Cerró el festival, el único evento al que podíamos presumir abarrotado dentro de la edición 47 del Festival Internacional Cervantino en Guanajuato. Regresaba el hijo adoptado y muy prodigioso de Guanajuato, Javier Camarena concluía un sueño que sin lugar a duda mas de uno, tenemos cuando nos queremos dedicar a la artisteada.
Nos tocó formarnos dos horas antes y con esa premura la fila rodeaba a la emblemática Alhóndiga de Granaditas, lugar que nos recuerda la tragedia que simbolizo la toma de la ciudad por los insurgentes un 28 de septiembre de 1810 y en cuyas esquinas colgaron las cabezas de Hidalgo, Aldama, Allende y Jimenes, bajaba la calle que se topa con el mercado y después se dirigía hasta el templo de Belén.
Valió la pena cada segundo que esperamos, ya que sin duda el concierto estaba programado como un reconocimiento a Canadá y al Estado de Guerrero, en primera estancia un repertorio en francés para conmemorar uno de los idiomas oficiales del país invitado, Preludio a Carmen de Bizet, de la multipremiada y reconocida Ah mes amis, quel jour de fète de Donizzeti, obra que le dio apertura al tenor Mexicano Javier Camarena en el MET del Nueva York; y de Gounod Je veux vivre de Romeo et Juliette.
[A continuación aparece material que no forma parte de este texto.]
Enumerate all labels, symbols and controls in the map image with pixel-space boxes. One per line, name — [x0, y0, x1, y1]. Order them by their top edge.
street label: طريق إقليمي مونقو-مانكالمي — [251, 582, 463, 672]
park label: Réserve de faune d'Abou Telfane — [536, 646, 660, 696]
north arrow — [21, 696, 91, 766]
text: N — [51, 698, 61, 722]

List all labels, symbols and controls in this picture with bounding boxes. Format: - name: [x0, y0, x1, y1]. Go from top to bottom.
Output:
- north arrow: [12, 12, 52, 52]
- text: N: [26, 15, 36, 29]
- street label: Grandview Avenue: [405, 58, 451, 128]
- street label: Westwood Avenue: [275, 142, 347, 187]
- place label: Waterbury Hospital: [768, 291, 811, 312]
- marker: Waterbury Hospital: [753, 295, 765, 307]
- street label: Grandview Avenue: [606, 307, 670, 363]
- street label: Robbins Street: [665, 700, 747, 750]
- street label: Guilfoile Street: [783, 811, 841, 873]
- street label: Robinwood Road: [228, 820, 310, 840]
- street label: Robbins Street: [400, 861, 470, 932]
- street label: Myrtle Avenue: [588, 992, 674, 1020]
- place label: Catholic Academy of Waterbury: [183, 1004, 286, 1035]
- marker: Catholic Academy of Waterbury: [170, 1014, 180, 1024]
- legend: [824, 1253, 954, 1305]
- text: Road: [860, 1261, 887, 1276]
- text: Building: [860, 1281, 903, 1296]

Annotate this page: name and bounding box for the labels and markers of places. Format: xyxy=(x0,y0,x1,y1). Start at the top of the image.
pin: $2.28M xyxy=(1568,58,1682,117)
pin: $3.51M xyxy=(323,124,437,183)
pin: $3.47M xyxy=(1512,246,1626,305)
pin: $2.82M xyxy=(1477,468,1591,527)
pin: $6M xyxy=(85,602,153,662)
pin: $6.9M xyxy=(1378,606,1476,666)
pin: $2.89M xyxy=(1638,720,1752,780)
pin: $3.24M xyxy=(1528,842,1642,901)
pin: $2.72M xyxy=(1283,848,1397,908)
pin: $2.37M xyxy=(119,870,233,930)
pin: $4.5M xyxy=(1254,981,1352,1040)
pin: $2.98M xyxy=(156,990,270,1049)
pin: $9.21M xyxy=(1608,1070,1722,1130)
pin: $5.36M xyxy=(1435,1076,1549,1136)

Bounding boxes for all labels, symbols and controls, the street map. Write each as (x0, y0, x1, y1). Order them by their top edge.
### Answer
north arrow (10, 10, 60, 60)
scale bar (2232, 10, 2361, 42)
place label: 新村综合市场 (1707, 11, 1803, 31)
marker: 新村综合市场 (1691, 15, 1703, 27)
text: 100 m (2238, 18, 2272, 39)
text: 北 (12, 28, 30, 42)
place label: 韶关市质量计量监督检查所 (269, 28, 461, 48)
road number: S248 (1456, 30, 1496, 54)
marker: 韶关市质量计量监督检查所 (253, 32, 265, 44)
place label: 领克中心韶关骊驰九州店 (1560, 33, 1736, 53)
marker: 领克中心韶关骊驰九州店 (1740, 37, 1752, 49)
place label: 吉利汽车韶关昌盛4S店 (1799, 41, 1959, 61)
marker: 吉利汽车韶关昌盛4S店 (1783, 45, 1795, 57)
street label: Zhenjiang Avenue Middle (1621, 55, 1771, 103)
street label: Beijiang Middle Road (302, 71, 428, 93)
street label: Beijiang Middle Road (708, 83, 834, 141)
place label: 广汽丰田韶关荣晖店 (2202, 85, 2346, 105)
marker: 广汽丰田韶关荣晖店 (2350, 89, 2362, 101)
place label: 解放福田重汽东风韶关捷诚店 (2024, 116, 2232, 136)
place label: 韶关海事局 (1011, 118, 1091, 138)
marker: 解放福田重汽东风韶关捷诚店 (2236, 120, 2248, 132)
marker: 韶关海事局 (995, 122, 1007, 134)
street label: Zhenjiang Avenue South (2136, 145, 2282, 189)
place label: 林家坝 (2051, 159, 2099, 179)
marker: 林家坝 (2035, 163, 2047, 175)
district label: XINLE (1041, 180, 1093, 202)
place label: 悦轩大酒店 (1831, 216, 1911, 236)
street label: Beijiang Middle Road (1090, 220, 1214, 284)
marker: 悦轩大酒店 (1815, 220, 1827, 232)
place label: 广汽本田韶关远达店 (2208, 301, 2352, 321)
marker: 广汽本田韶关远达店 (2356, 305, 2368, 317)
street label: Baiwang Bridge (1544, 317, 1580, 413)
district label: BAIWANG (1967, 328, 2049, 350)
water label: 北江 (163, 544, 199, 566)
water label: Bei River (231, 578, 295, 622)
No era para menos ovacionar al tenor que inundado de humildad veía culminado un sueño, que como el dice, durante su estancia en la Universidad de Guanajuato, soñó en múltiples ocasiones cerrar un festival de la talla de lo que fue el Festival Cervantino. Javier Camarena inicia su carrera artística hace 15 años, en el Palacio de Bellas Artes, donde según platica pasaba una temporada de grandes carencias económicas y el nacimiento de su hija ese mismo año detono el camino de éxitos que estaba por deslumbrarse.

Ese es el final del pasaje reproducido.